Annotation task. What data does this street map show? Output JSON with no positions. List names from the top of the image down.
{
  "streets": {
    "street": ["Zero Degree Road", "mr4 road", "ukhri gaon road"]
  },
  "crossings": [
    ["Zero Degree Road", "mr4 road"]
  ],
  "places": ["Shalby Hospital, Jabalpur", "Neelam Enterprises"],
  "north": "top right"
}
------------------------
| Directions for this task |
Each entry above needs to be retyped exactly as it appears.

| Answer section |
Annotation task. What data does this street map show? Output JSON with no positions. List names from the top of the image down.
{
  "streets": {
    "street": ["Zero Degree Road", "mr4 road", "ukhri gaon road"]
  },
  "crossings": [
    ["Zero Degree Road", "mr4 road"]
  ],
  "places": ["Shalby Hospital, Jabalpur", "Neelam Enterprises"],
  "north": "top right"
}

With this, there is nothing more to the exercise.